» Action item: Print exactly the first lines of the records. Stop after the line containing "height:2px; margin-top:-1px; transform-origin:0;", and leave every picture out.

(Collected data)
____

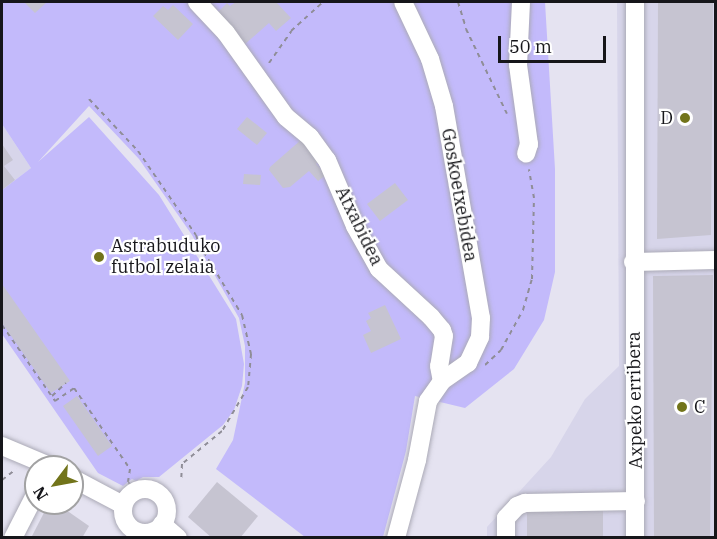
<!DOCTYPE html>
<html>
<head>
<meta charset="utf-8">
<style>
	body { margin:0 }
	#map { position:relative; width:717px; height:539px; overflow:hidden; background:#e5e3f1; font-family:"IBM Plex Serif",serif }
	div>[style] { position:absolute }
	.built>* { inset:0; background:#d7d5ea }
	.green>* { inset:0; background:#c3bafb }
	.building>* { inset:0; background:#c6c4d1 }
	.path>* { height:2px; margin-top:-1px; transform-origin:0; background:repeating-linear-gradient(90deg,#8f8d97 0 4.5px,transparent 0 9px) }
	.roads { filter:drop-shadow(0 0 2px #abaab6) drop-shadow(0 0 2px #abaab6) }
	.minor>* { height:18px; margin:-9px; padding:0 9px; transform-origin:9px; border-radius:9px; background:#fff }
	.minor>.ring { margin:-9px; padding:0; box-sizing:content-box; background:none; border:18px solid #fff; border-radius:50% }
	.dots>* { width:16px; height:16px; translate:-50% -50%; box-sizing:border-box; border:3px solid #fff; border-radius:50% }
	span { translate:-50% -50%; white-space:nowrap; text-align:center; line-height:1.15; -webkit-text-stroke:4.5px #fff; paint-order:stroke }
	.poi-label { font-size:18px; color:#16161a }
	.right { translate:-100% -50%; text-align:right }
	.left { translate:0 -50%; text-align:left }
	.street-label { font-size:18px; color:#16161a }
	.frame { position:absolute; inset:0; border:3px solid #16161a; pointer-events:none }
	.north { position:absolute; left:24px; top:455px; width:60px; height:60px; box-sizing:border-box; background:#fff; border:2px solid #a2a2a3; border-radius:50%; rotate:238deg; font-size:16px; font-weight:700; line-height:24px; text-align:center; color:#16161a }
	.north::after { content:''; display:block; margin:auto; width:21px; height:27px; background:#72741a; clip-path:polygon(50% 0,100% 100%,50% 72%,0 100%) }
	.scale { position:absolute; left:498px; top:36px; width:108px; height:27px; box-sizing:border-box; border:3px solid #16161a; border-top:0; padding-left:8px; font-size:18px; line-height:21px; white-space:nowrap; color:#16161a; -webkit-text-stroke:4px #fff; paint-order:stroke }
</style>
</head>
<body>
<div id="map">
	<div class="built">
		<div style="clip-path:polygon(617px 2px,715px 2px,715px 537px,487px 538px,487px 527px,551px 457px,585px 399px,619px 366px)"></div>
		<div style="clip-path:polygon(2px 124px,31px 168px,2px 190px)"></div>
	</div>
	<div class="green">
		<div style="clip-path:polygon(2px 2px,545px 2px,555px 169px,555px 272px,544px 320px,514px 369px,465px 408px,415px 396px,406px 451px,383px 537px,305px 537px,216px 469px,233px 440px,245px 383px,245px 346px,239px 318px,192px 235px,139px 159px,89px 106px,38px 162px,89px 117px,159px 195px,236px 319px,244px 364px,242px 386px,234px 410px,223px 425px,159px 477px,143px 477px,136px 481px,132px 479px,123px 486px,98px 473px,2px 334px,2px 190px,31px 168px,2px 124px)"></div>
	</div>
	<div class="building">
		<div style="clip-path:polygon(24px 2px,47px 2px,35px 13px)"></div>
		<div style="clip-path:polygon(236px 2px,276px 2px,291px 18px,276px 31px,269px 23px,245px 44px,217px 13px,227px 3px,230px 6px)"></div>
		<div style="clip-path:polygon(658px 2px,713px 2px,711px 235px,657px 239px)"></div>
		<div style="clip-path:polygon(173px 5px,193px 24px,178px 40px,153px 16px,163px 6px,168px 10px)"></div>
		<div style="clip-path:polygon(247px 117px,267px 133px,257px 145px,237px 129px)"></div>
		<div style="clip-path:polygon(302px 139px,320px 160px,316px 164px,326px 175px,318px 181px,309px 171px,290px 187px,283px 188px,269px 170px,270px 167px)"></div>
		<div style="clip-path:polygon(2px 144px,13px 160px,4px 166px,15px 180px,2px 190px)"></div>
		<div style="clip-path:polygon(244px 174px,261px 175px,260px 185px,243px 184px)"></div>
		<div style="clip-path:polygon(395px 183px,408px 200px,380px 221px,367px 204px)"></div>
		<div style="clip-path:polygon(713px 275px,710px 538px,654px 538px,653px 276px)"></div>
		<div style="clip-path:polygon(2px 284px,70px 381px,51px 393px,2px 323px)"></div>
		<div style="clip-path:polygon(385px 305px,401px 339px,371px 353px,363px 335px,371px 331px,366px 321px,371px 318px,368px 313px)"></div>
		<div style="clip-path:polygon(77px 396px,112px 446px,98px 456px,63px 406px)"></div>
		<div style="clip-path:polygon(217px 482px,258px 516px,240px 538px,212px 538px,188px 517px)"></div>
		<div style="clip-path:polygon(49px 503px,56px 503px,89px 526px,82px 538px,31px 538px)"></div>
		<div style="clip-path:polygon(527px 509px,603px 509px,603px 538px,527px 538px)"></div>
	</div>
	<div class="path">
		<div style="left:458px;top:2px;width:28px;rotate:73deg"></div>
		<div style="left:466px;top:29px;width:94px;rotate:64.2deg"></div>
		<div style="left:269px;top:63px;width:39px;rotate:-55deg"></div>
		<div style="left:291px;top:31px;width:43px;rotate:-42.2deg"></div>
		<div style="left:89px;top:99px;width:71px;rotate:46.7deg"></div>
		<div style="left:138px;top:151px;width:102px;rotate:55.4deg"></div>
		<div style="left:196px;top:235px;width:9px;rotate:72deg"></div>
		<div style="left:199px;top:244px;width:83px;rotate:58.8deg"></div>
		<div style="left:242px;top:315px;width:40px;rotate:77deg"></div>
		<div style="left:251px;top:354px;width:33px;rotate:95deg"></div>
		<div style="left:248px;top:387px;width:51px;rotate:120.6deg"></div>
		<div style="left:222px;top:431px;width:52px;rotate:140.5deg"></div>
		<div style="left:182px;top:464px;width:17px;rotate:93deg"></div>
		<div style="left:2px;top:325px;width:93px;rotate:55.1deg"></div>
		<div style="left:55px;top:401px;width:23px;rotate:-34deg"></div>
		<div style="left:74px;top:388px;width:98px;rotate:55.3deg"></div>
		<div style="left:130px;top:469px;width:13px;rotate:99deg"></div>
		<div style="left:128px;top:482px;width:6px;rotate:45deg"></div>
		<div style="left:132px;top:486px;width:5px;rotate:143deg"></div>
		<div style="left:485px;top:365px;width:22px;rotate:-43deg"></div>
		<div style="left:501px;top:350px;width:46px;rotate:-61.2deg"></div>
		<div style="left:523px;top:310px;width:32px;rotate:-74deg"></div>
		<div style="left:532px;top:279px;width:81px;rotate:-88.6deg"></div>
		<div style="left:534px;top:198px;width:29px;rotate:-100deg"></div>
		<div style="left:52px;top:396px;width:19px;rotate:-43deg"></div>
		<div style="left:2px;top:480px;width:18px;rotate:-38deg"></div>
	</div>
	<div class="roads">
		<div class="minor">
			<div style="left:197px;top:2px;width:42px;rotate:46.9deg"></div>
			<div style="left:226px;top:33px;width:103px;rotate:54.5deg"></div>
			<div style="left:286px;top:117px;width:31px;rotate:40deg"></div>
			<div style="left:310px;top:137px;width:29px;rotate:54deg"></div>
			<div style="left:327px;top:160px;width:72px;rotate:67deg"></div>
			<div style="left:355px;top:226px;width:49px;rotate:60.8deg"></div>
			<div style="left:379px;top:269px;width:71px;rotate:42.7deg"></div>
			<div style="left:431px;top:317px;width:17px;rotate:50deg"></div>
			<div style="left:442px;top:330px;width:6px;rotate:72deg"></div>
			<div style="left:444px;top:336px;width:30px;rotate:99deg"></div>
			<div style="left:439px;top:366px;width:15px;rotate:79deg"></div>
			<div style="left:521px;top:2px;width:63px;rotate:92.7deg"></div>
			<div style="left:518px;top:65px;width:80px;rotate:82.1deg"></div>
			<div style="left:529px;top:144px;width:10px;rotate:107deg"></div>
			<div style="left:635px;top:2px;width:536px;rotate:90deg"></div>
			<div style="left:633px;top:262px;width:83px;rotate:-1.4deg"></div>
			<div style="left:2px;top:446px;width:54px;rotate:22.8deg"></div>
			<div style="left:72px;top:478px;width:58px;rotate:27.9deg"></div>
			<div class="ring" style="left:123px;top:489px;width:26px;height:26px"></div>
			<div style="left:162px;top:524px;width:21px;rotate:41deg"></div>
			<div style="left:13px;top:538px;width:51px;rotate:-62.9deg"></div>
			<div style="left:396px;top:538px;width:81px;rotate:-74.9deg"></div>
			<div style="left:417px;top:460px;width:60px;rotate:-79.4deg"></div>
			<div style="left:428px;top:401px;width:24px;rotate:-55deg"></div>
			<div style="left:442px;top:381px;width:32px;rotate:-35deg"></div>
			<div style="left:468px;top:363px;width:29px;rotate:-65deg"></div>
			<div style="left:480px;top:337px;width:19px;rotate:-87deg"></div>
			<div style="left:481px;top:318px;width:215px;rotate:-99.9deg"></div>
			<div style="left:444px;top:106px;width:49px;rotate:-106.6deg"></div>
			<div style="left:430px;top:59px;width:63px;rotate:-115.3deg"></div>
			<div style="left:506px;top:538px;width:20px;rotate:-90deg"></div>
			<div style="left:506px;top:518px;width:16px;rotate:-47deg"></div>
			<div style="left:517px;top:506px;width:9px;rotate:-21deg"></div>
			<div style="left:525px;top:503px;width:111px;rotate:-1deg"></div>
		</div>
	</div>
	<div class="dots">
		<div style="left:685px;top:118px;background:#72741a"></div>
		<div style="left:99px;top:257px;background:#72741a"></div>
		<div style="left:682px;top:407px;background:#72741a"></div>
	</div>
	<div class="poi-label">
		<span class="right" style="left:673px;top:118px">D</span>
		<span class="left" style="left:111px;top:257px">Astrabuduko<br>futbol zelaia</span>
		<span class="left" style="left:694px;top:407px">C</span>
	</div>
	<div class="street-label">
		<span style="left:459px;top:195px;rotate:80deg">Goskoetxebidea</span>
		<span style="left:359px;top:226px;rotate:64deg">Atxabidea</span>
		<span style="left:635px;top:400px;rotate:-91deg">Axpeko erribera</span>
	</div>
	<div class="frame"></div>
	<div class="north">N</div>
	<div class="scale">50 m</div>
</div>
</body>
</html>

____

» Result for this exercise:
<!DOCTYPE html>
<html>
<head>
<meta charset="utf-8">
<style>
	body { margin:0 }
	#map { position:relative; width:717px; height:539px; overflow:hidden; background:#e5e3f1; font-family:"IBM Plex Serif",serif }
	div>[style] { position:absolute }
	.built>* { inset:0; background:#d7d5ea }
	.green>* { inset:0; background:#c3bafb }
	.building>* { inset:0; background:#c6c4d1 }
	.path>* { height:2px; margin-top:-1px; transform-origin:0; background:repeating-linear-gradient(90deg,#8f8d97 0 4.5px,transparent 0 9px) }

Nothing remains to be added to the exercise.